Great to hear. Then I want to ask just quickly, on shareholder return plans, maybe just on sort of broad strokes, specifically, how would your plan vary? I mean, obviously, oil prices are jumping around. It could be anywhere from $90 to $70 environment. I'm just wondering, given your market sort of leading costs that we see on Slide 9, depending on where oil prices go, is that just a matter of having more free cash for buybacks and variable dividends or would there be any other changes we see in a high oil price environment versus a lower price environment?
Yes Neal, I mean, I think the key point here is we've always had a very flexible return of capital program. Since the very beginning, when we put this in place in 2021, we've said we'd like to be able to flex between buying back shares and paying a variable dividend, and we take that capital allocation decision very seriously. We're set up in a way where if you have periods of weakness, like we've seen over the last week or two, that's when the buyback kicks in. If it continues to be weak, we'll continue to buy back more shares. That's the benefit of having a low break-even on your capital program, low break-even on your base dividend, and continuing to generate free cash flow down to much lower numbers than peers or than what the market is used to.
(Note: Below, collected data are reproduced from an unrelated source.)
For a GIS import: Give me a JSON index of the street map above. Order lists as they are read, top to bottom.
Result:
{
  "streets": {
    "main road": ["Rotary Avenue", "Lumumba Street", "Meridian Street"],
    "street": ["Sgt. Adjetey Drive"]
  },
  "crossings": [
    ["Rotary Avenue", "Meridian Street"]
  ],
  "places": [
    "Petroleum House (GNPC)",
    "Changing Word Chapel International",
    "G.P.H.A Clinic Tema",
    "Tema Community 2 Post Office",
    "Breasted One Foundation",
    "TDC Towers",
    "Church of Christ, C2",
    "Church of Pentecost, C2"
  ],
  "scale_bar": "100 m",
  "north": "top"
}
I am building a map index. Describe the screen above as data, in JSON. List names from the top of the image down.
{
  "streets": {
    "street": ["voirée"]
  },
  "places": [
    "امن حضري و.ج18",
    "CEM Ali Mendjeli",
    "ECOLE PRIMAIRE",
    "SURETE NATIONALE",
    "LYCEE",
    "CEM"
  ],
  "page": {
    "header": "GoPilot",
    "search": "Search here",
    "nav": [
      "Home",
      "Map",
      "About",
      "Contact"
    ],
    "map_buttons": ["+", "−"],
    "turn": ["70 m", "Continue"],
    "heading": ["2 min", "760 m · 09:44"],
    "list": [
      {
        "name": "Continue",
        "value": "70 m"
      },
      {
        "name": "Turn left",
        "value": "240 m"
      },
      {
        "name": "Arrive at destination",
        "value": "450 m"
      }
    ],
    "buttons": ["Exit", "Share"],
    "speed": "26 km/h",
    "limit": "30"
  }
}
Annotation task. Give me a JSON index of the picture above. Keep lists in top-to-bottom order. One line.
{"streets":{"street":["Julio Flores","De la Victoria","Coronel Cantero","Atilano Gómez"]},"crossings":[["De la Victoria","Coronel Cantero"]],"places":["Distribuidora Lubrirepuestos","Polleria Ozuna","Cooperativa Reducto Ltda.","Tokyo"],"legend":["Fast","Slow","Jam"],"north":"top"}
If things do stay weak, we'll flex that buyback and be aggressive there. If things improve and we have a good quarter in the $80s or $90s for crude, then we'll pay a substantial variable dividend. I think that flexibility has been very advantageous to our shareholders over the last three years.
How low has that breakeven gotten down to?
Listen, we were very focused on looking at our base dividend breakeven at $40 crude, so mid-cycle capital costs of $40 crude. We could keep production flat. I don't think in a $40 crude scenario we would do that. I think kind of lessons learned from what we've seen through the cycles over the years is that it's okay to let production decline if we were in a very weak commodity price scenario. But in that scenario, we should be allocating 100% of our free cash flow or even more to buying back shares, because in that situation, your share price is likely to be very weak. We're really trying to move the capital allocation decision from the field and the assets to what do you do with your free cash flow, and I think that's a good place to be.
Thank you so much.
Operator
Thank you. Our next question comes from the line of Neil Mehta of Goldman Sachs. Your line is now open.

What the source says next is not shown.